**** EXERCISE INPUT ****
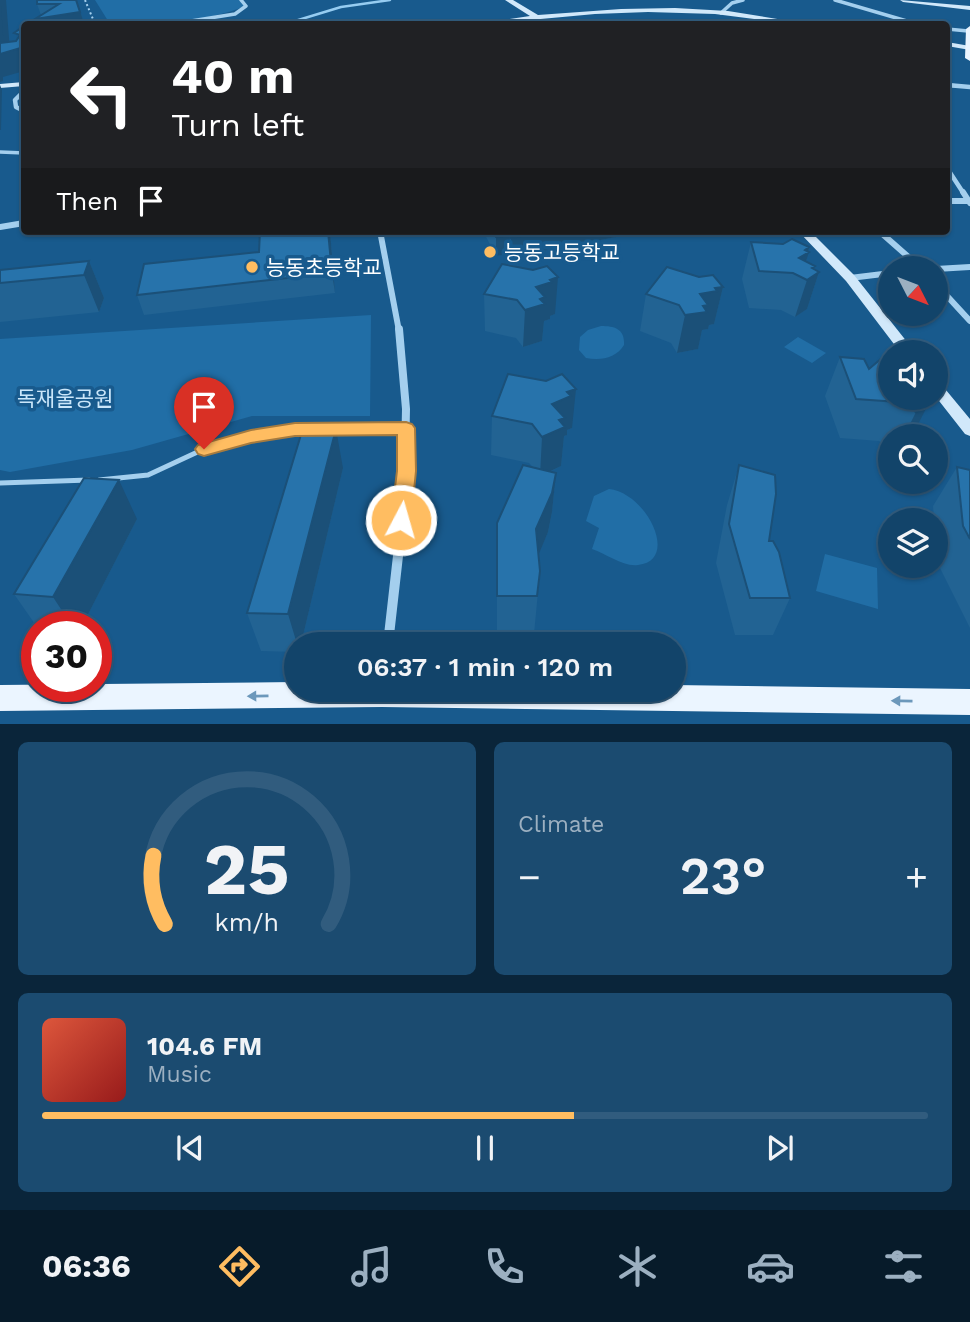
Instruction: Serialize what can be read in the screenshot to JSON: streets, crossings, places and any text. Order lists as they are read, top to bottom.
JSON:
{
  "parks": ["독재울공원"],
  "places": ["능동고등학교", "능동초등학교"],
  "north": "bottom right",
  "page": {
    "turn": ["40 m", "Turn left"],
    "then": "Then",
    "limit": "30",
    "trip": "06:37 · 1 min · 120 m",
    "tile": "Climate",
    "heat": ["−", "23°", "+"],
    "song": ["104.6 FM", "Music"],
    "tabs": "06:36",
    "gauge": ["25", "km/h"]
  }
}
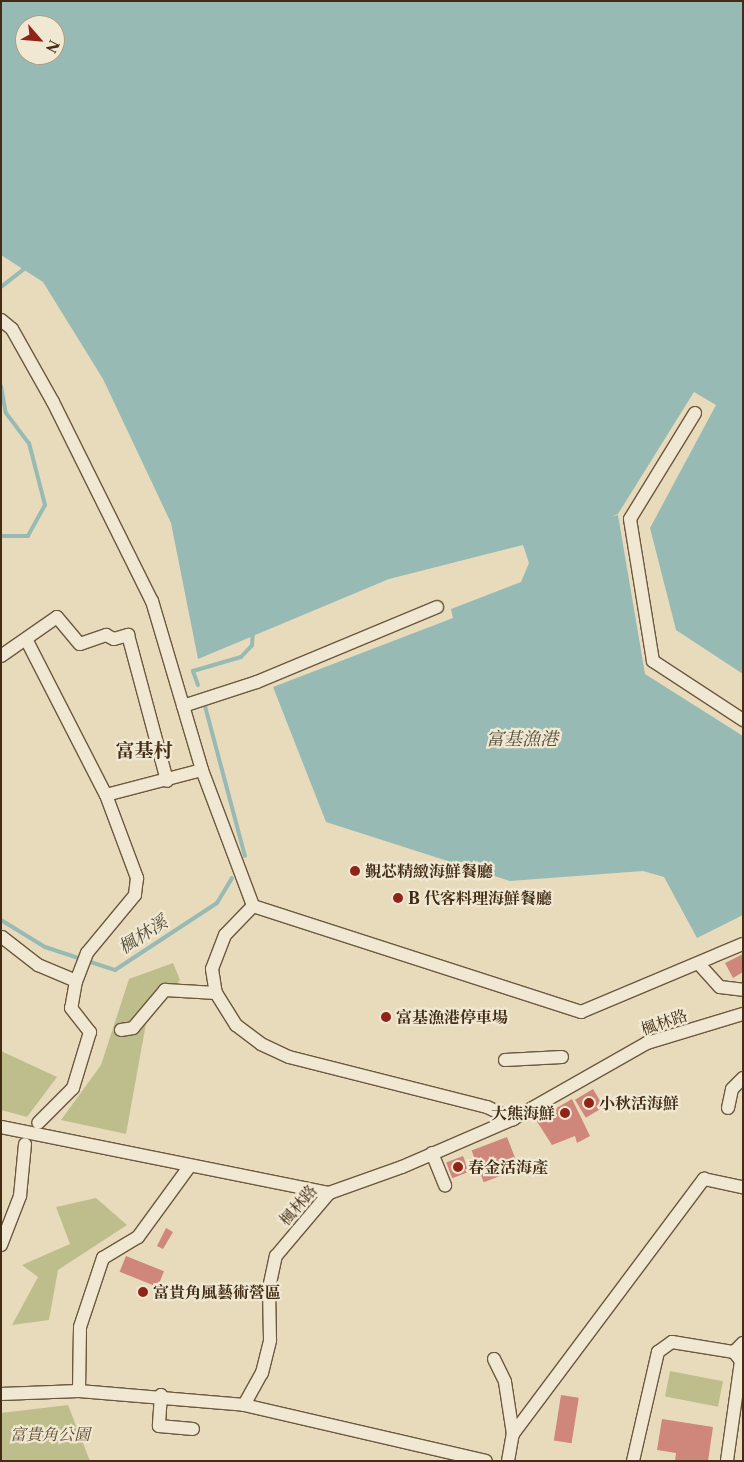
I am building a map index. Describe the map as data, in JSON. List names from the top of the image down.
{
  "streets": {
    "street": ["楓林路"]
  },
  "districts": ["富基村"],
  "water": ["富基漁港", "楓林溪"],
  "parks": ["富貴角公園"],
  "places": [
    "覲芯精緻海鮮餐廳",
    "B 代客料理海鮮餐廳",
    "富基漁港停車場",
    "小秋活海鮮",
    "大熊海鮮",
    "春金活海產",
    "富貴角風藝術營區"
  ],
  "north": "bottom right"
}
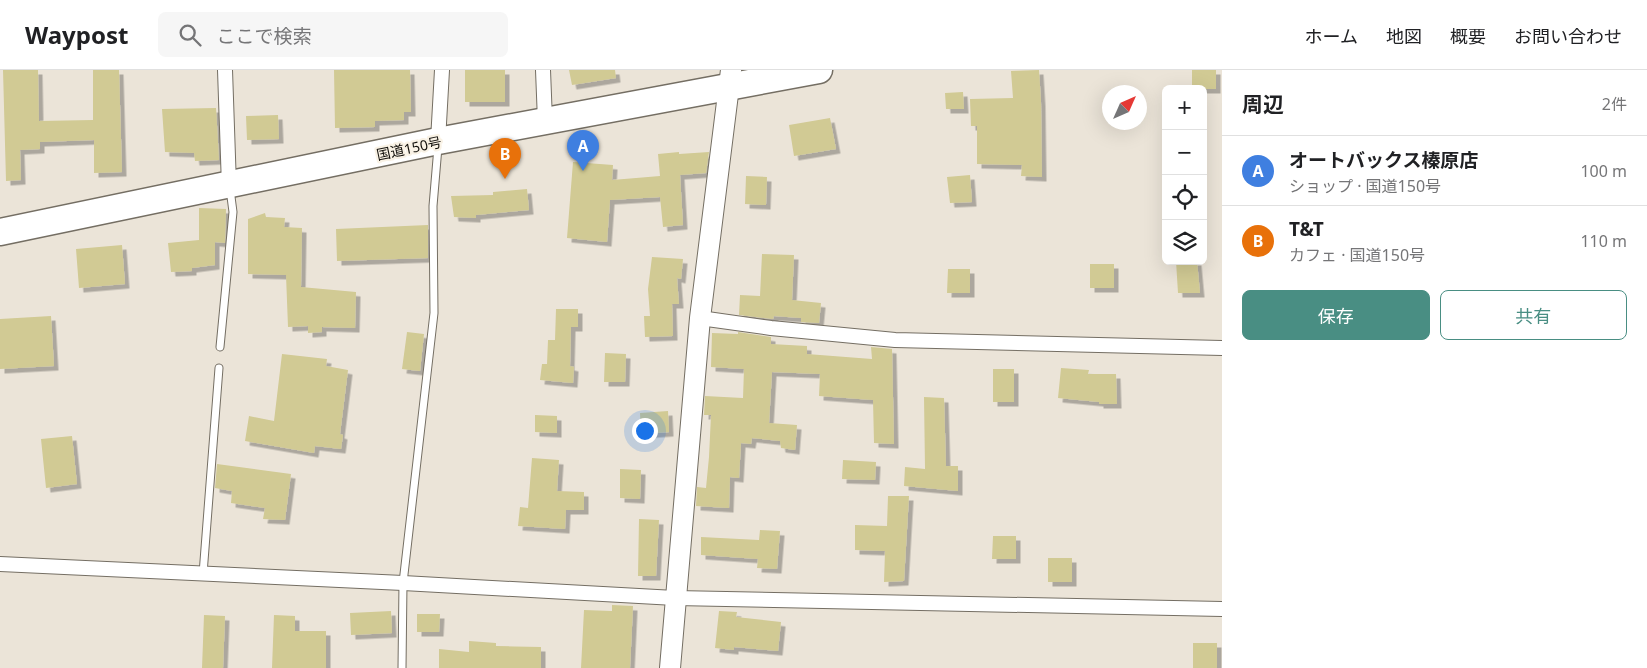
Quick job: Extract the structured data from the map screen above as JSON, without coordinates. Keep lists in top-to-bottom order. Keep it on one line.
{"streets":{"highway":["国道150号"]},"north":"top right","page":{"header":"Waypost","search":"ここで検索","nav":["ホーム","地図","概要","お問い合わせ"],"heading":["周辺","2件"],"map_buttons":["+","−"],"pins":["A","B"],"list":[{"mark":"A","name":"オートバックス榛原店","note":"ショップ · 国道150号","value":"100 m"},{"mark":"B","name":"T&T","note":"カフェ · 国道150号","value":"110 m"}],"buttons":["保存","共有"]}}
****
## [PROBLEM DESCRIPTION]
Retype all the records exactly and keep out every picture.

## [FINISHED EXERCISE]
Instruction: Serialize what can be read in the screenshot to JSON: streets, crossings, places and any text. Order lists as they are read, top to bottom.
JSON:
{
  "parks": ["독재울공원"],
  "places": ["능동고등학교", "능동초등학교"],
  "north": "bottom right",
  "page": {
    "turn": ["40 m", "Turn left"],
    "then": "Then",
    "limit": "30",
    "trip": "06:37 · 1 min · 120 m",
    "tile": "Climate",
    "heat": ["−", "23°", "+"],
    "song": ["104.6 FM", "Music"],
    "tabs": "06:36",
    "gauge": ["25", "km/h"]
  }
}
I am building a map index. Describe the map as data, in JSON. List names from the top of the image down.
{
  "streets": {
    "street": ["楓林路"]
  },
  "districts": ["富基村"],
  "water": ["富基漁港", "楓林溪"],
  "parks": ["富貴角公園"],
  "places": [
    "覲芯精緻海鮮餐廳",
    "B 代客料理海鮮餐廳",
    "富基漁港停車場",
    "小秋活海鮮",
    "大熊海鮮",
    "春金活海產",
    "富貴角風藝術營區"
  ],
  "north": "bottom right"
}
Quick job: Extract the structured data from the map screen above as JSON, without coordinates. Keep lists in top-to-bottom order. Keep it on one line.
{"streets":{"highway":["国道150号"]},"north":"top right","page":{"header":"Waypost","search":"ここで検索","nav":["ホーム","地図","概要","お問い合わせ"],"heading":["周辺","2件"],"map_buttons":["+","−"],"pins":["A","B"],"list":[{"mark":"A","name":"オートバックス榛原店","note":"ショップ · 国道150号","value":"100 m"},{"mark":"B","name":"T&T","note":"カフェ · 国道150号","value":"110 m"}],"buttons":["保存","共有"]}}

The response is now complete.